• _Assigned task_
Go through the entries below and return every line that contains "Industriestraße".

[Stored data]
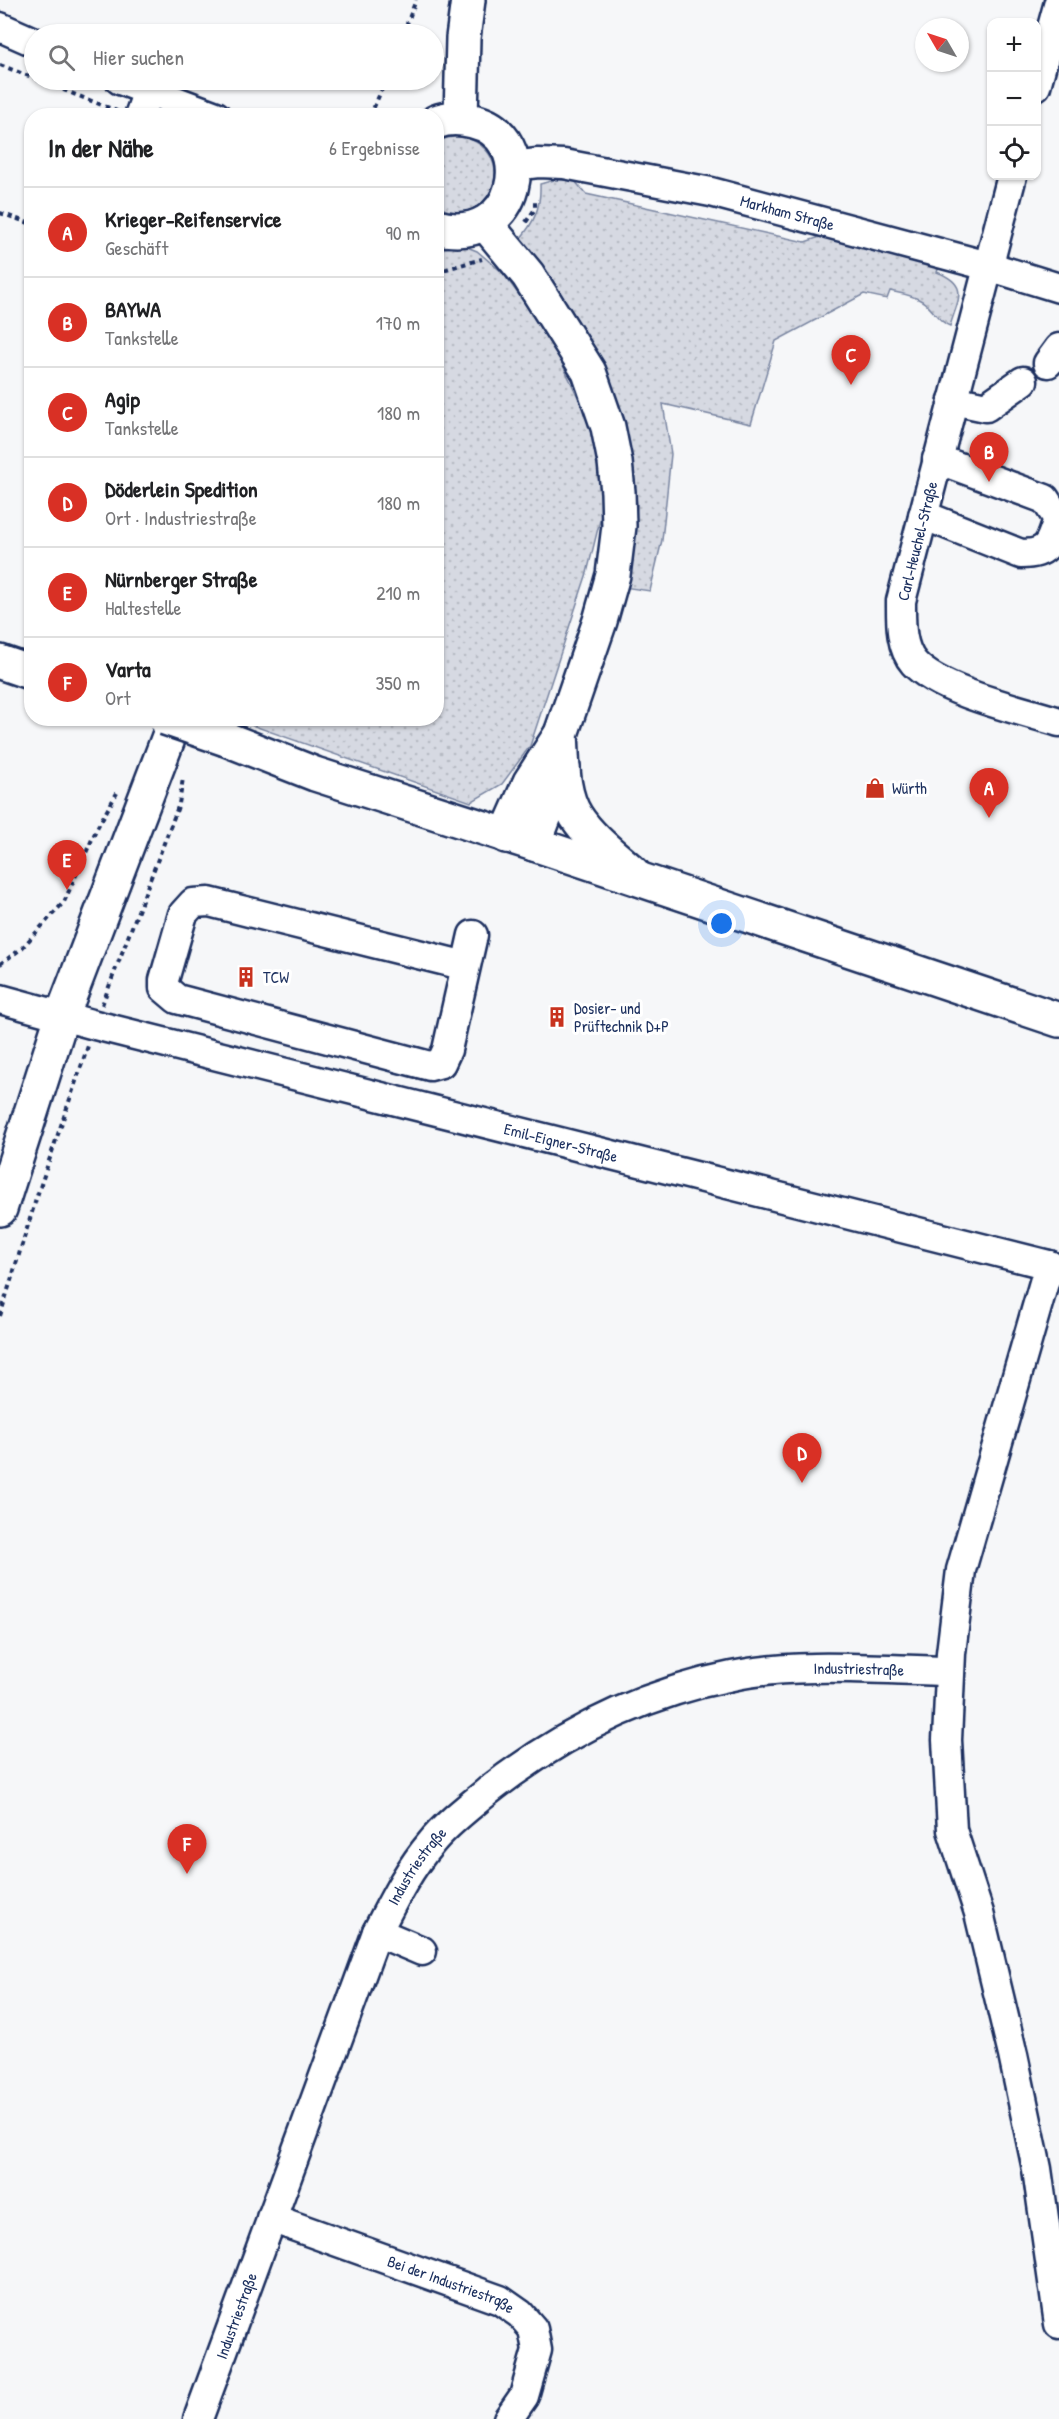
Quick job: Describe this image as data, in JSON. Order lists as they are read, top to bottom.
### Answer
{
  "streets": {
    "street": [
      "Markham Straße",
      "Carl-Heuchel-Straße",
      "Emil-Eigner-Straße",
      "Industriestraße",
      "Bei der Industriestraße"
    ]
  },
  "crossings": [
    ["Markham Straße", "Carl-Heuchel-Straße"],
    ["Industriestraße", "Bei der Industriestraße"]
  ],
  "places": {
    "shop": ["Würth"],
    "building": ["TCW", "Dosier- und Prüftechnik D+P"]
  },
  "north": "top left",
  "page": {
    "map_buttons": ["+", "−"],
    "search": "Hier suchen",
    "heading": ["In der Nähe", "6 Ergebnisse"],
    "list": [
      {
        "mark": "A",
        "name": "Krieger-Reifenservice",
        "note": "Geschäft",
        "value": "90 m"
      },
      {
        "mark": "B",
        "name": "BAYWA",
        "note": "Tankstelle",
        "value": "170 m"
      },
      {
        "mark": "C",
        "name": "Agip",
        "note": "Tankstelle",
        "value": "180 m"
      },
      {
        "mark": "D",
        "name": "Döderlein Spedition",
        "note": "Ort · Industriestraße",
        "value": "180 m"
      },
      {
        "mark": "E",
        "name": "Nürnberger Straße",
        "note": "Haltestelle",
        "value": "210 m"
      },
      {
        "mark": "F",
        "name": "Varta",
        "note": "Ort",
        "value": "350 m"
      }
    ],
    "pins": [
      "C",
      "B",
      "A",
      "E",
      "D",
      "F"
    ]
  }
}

• _Problem solution_
      "Industriestraße",
      "Bei der Industriestraße"
    ["Industriestraße", "Bei der Industriestraße"]
        "note": "Ort · Industriestraße",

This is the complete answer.